En conséquence, le cessionnaire, qui remplace le cédant dans l’indivision, acquiert non seulement les droits patrimoniaux afférents, mais également la qualité d’indivisaire, ce qui lui confère notamment le droit de prendre part au partage des biens indivis (Cass. 1ère civ., 17 mai 1977, n°75-11.673).
Cependant, cette opération implique certaines précautions. Le cédant est tenu de garantir sa qualité d’héritier, faute de quoi le cessionnaire pourrait se retrouver privé des droits qu’il a acquis.
En outre, une vérification préalable de la consistance des droits cédés est essentielle, car les actifs réels obtenus lors du partage peuvent être inférieurs aux attentes théoriques, notamment en cas de passif important ou de droits grevés d’hypothèques.
Enfin, la cession dans une universalité reste soumise au devoir de conseil du notaire, qui doit éclairer le cessionnaire sur les risques potentiels, tels que la possibilité d’un partage défavorable ou d’une opposition exercée par un créancier du cédant.
ii. La cession de droits indivis dans un bien déterminé
==>Formalités
Lorsque la cession porte sur des droits indivis relatifs à un bien déterminé, l’article 815-14 du Code civil impose une notification préalable aux autres indivisaires par voie d’acte extrajudiciaire.

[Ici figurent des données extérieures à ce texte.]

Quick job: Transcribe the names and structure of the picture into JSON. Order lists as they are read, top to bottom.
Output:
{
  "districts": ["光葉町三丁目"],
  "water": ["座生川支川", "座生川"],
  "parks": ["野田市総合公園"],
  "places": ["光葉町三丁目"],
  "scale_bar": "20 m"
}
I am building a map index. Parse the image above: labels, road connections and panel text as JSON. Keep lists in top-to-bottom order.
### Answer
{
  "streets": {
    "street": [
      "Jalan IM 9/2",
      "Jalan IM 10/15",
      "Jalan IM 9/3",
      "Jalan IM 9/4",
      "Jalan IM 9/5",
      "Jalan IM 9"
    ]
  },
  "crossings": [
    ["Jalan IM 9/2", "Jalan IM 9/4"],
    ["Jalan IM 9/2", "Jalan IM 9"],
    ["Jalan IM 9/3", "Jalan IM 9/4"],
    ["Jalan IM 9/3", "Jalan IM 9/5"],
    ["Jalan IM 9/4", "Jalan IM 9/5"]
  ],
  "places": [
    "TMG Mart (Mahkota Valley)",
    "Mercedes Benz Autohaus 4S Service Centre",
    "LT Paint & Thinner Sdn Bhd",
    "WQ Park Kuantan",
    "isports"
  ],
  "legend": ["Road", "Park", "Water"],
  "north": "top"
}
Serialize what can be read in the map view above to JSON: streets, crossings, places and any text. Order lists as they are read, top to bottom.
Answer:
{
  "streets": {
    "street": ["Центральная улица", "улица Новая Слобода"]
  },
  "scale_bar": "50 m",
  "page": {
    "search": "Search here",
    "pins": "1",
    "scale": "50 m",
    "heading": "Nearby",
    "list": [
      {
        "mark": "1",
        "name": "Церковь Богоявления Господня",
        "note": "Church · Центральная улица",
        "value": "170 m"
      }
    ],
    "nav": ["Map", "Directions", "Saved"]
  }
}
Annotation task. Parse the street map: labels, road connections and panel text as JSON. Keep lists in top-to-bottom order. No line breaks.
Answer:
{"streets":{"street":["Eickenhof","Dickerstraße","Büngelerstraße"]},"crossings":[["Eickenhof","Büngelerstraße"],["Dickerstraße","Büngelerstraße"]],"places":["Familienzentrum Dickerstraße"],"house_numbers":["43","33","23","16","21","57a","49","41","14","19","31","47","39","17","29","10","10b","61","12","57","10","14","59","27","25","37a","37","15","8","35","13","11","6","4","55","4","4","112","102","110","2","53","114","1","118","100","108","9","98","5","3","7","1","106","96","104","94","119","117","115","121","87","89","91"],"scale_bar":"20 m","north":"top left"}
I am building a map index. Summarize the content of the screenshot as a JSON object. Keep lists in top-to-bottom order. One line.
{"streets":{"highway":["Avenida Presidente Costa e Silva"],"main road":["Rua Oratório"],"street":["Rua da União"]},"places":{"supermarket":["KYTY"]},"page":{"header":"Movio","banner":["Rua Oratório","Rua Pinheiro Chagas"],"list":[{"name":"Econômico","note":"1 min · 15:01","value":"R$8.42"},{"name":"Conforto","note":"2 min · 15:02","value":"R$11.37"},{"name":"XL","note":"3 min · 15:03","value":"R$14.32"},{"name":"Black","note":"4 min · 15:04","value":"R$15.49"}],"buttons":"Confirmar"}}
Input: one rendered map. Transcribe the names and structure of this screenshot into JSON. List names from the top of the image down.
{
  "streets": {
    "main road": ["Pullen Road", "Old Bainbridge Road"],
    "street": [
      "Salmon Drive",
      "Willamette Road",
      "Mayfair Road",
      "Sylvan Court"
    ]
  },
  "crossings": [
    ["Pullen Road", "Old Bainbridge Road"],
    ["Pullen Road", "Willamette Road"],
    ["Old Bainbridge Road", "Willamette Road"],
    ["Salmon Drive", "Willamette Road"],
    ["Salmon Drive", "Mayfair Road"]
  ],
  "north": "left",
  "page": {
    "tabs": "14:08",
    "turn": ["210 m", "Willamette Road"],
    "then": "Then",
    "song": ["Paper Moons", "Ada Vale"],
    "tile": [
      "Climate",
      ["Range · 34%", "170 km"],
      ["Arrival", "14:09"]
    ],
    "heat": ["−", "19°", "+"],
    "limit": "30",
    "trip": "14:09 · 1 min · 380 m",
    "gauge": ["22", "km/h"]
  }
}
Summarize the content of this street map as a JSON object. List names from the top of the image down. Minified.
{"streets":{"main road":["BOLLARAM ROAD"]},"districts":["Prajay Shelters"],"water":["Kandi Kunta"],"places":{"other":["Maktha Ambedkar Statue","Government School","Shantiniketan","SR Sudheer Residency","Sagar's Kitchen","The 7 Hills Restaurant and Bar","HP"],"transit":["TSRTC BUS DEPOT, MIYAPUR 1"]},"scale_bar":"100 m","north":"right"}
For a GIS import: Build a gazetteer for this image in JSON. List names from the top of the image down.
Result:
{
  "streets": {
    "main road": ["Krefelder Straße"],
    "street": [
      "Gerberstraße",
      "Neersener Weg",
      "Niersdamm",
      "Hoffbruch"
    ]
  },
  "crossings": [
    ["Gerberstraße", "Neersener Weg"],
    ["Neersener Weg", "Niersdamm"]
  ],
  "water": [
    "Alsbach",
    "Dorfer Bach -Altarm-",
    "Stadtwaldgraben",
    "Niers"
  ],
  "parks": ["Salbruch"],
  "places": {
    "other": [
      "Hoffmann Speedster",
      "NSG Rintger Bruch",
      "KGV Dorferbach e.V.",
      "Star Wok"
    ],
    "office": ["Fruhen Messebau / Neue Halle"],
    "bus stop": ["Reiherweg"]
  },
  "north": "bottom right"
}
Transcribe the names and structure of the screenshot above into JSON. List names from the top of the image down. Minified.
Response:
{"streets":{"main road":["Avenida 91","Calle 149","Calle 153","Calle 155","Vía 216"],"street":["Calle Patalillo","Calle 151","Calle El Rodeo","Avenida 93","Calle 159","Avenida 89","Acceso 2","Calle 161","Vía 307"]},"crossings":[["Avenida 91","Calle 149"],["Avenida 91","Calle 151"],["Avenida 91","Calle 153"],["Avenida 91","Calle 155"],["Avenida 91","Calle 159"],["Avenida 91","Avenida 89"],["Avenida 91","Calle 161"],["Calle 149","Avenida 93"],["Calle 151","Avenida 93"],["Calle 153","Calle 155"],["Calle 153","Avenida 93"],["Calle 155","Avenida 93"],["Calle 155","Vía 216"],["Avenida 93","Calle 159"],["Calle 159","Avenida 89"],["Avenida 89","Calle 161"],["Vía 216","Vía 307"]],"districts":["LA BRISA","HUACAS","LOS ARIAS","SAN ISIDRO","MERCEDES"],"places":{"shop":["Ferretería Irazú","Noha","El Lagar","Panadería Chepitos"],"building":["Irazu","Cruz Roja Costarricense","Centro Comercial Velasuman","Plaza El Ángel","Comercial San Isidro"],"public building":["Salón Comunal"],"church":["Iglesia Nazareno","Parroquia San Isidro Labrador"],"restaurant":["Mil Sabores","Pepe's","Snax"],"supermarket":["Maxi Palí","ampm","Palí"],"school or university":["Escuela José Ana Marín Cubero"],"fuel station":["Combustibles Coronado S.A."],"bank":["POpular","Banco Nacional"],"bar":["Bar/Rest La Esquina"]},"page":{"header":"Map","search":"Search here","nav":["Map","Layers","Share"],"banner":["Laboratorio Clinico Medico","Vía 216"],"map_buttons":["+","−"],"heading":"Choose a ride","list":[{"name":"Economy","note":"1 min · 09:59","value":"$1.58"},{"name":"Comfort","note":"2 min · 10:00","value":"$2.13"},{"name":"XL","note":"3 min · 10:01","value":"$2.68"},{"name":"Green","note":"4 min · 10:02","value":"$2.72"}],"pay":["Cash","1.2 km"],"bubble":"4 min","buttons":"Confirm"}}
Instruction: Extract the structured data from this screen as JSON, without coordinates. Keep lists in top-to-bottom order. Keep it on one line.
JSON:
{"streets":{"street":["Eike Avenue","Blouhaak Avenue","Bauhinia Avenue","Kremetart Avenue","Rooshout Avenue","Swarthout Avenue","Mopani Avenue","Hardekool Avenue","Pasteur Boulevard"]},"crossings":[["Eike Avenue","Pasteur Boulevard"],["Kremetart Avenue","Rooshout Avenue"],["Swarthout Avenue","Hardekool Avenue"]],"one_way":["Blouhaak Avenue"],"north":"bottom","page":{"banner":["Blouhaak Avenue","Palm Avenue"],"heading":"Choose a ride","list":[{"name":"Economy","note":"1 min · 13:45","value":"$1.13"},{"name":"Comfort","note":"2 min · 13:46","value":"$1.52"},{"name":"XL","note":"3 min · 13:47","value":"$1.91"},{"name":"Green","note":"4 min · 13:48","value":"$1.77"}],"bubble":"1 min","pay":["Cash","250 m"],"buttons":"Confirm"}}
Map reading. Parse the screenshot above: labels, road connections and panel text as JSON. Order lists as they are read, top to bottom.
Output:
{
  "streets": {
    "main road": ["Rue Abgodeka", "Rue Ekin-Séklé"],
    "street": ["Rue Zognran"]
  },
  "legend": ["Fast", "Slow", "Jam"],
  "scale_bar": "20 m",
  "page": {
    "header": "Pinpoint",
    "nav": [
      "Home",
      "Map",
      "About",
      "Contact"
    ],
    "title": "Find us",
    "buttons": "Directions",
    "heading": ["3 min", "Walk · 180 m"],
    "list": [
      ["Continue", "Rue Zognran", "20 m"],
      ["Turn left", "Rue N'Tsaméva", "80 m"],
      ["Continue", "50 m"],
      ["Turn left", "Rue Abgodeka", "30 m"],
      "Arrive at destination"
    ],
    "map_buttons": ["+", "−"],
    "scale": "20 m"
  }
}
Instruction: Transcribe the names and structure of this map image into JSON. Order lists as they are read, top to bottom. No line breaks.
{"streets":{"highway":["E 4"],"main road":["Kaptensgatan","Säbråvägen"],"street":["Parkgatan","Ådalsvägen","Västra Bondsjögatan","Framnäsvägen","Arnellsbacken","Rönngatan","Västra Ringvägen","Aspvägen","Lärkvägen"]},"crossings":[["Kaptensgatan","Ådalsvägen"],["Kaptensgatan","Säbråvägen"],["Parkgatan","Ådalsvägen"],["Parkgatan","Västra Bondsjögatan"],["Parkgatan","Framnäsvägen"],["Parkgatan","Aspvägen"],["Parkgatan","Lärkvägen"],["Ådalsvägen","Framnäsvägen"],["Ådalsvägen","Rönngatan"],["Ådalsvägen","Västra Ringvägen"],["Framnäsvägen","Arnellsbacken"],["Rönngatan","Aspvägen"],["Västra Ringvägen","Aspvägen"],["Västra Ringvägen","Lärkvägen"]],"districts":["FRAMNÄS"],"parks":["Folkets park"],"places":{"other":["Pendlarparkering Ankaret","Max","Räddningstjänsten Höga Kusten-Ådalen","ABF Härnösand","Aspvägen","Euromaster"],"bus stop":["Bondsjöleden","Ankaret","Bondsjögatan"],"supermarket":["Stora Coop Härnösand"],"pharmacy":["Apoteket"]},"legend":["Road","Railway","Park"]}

Cette formalité, qui doit mentionner le prix et les conditions de la cession projetée, est cruciale pour permettre aux coindivisaires d’exercer leur droit de préemption. Ce mécanisme vise à préserver l’intégrité de l’indivision en évitant l’intrusion d’un tiers non désiré.
==>Application du droit commun de la vente
En cas de cession droits indivis portant sur un bien déterminé, l’opération est régie par le droit commun de la vente. Le cessionnaire bénéficie donc des garanties légales attachées à ce contrat, notamment celles relatives à l’éviction et aux vices cachés.
Toutefois, cette soumission aux règles de la vente ne permet pas au cessionnaire de contourner les spécificités du régime de l’indivision.
==>Des prérogatives diminuées
Contrairement à un coindivisaire, le cessionnaire n’endosse pas automatiquement la qualité d’indivisaire dans toute son étendue. Il est privé de certains droits fondamentaux qui découlent de cette qualité, ce qui limite considérablement ses prérogatives dans le cadre de l’indivision :
- Absence de droit au partage du bien indivis
- Le cessionnaire ne peut pas provoquer le partage du bien dans lequel il détient des droits indivis.
- Cette restriction découle de sa position extérieure à la structure initiale de l’indivision.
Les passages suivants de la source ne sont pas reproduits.